**EXERCISE GOAL:** Start at the first line of the material below and retype each line through the one containing "0 #b4abc8) drop-shadow(-2px", exactly.

**DATA EXTRACTS:**

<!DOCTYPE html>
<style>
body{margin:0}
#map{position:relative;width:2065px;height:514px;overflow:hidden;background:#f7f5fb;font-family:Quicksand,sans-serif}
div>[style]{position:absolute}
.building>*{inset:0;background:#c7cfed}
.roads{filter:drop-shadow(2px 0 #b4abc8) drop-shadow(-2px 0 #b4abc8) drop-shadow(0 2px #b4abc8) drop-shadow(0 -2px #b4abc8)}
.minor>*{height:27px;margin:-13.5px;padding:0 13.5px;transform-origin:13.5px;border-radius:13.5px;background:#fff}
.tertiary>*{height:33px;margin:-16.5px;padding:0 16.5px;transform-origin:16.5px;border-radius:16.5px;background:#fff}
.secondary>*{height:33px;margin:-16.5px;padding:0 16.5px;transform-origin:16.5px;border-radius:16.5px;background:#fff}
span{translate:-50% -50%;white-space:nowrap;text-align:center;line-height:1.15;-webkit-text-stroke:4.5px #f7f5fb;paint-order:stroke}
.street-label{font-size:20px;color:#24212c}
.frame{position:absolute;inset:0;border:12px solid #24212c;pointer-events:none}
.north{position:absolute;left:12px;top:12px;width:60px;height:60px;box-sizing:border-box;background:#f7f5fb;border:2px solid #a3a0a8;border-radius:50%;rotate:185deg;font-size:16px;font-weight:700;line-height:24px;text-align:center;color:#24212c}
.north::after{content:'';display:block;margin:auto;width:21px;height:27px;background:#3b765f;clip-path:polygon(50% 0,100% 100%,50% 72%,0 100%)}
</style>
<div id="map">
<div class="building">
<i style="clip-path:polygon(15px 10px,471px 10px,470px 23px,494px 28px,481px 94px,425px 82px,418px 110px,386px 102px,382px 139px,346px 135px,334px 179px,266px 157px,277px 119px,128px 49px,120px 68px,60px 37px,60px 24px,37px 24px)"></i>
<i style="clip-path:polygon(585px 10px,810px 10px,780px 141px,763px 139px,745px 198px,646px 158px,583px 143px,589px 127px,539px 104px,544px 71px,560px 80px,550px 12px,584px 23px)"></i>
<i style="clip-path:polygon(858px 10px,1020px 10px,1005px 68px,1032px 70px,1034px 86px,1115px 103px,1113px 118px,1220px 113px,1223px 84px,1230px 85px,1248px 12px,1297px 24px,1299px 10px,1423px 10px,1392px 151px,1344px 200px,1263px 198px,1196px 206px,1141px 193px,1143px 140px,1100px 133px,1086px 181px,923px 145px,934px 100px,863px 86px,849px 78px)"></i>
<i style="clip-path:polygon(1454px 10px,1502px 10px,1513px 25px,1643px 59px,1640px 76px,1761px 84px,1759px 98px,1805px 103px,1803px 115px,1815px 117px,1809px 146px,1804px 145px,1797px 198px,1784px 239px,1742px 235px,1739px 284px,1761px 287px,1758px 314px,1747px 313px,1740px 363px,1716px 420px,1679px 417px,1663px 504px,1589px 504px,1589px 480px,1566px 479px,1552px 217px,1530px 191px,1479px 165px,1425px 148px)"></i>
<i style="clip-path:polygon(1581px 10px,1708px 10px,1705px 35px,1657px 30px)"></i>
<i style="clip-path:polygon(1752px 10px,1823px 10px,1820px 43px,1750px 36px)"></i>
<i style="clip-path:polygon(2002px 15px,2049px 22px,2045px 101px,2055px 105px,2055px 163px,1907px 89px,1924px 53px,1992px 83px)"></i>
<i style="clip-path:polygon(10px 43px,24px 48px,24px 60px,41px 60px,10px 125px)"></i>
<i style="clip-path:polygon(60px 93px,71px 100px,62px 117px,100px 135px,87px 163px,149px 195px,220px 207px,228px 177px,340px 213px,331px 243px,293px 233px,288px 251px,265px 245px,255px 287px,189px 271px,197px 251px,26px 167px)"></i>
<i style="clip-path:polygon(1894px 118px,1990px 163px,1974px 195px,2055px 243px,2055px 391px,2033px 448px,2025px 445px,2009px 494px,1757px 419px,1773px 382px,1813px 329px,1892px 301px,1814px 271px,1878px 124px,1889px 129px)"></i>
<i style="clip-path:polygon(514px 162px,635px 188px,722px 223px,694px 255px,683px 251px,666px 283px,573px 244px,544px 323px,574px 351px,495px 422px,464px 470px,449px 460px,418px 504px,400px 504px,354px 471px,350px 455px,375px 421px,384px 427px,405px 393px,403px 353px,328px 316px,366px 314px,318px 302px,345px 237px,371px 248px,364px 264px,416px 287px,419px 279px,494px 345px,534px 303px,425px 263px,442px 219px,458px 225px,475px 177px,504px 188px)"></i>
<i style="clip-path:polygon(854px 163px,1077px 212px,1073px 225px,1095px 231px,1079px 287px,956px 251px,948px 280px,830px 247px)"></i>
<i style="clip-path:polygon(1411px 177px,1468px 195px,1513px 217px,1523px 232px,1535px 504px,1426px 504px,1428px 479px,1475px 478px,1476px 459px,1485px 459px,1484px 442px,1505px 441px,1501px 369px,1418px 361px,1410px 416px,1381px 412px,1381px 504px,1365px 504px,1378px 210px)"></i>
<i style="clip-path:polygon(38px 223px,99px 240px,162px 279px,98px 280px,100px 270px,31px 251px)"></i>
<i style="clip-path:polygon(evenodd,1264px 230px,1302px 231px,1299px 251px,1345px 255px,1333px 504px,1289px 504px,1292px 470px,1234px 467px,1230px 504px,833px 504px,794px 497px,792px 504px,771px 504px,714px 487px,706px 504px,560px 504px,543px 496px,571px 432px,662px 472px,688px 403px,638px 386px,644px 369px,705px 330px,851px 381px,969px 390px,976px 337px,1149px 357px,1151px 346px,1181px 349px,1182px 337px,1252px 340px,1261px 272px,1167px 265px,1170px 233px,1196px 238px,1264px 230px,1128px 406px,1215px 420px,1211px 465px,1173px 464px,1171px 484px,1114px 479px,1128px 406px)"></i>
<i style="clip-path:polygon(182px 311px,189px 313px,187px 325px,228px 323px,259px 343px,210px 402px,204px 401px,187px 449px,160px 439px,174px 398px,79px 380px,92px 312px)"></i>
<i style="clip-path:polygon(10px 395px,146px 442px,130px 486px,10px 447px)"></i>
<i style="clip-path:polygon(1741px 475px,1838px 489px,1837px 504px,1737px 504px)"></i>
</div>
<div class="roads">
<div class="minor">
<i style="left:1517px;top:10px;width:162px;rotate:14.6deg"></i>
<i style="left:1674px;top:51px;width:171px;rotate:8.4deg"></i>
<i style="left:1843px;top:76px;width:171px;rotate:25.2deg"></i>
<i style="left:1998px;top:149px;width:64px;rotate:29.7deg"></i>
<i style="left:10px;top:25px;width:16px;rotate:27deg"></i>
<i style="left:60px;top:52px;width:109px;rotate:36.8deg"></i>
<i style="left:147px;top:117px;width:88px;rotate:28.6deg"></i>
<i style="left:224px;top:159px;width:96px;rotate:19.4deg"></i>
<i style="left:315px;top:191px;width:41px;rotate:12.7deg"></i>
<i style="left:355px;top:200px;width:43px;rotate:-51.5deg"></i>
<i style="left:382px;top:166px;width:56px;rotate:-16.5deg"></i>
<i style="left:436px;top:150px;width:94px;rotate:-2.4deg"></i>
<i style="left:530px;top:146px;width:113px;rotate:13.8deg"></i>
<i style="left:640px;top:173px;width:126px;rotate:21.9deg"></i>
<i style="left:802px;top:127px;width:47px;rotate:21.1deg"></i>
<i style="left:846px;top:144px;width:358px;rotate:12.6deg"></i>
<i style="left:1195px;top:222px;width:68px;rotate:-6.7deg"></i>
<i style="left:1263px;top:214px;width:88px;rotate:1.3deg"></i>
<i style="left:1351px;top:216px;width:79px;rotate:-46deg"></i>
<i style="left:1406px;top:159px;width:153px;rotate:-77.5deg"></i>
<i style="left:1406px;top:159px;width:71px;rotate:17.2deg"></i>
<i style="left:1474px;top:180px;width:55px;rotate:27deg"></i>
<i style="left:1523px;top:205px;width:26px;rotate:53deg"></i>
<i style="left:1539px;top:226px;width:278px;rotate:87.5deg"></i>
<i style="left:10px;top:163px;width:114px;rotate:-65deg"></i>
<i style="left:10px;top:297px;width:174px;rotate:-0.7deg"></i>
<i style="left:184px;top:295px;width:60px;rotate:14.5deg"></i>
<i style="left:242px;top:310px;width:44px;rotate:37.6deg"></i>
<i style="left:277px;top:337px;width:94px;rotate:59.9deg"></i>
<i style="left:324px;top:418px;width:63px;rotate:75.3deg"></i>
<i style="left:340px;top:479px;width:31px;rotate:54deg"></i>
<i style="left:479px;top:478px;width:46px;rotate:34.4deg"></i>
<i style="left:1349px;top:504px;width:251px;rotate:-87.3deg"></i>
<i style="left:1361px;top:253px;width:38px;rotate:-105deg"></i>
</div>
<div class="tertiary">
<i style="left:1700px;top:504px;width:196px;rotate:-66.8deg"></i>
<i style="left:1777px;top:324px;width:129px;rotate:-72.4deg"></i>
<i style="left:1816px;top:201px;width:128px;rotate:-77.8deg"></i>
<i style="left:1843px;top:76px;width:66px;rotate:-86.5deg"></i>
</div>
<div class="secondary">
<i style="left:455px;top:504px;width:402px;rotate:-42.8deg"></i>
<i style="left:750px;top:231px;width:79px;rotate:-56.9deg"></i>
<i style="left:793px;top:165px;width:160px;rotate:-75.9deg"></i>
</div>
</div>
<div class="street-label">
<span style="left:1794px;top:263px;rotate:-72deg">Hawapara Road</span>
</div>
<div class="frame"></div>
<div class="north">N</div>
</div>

**ANSWER SPACE:**
<!DOCTYPE html>
<style>
body{margin:0}
#map{position:relative;width:2065px;height:514px;overflow:hidden;background:#f7f5fb;font-family:Quicksand,sans-serif}
div>[style]{position:absolute}
.building>*{inset:0;background:#c7cfed}
.roads{filter:drop-shadow(2px 0 #b4abc8) drop-shadow(-2px 0 #b4abc8) drop-shadow(0 2px #b4abc8) drop-shadow(0 -2px #b4abc8)}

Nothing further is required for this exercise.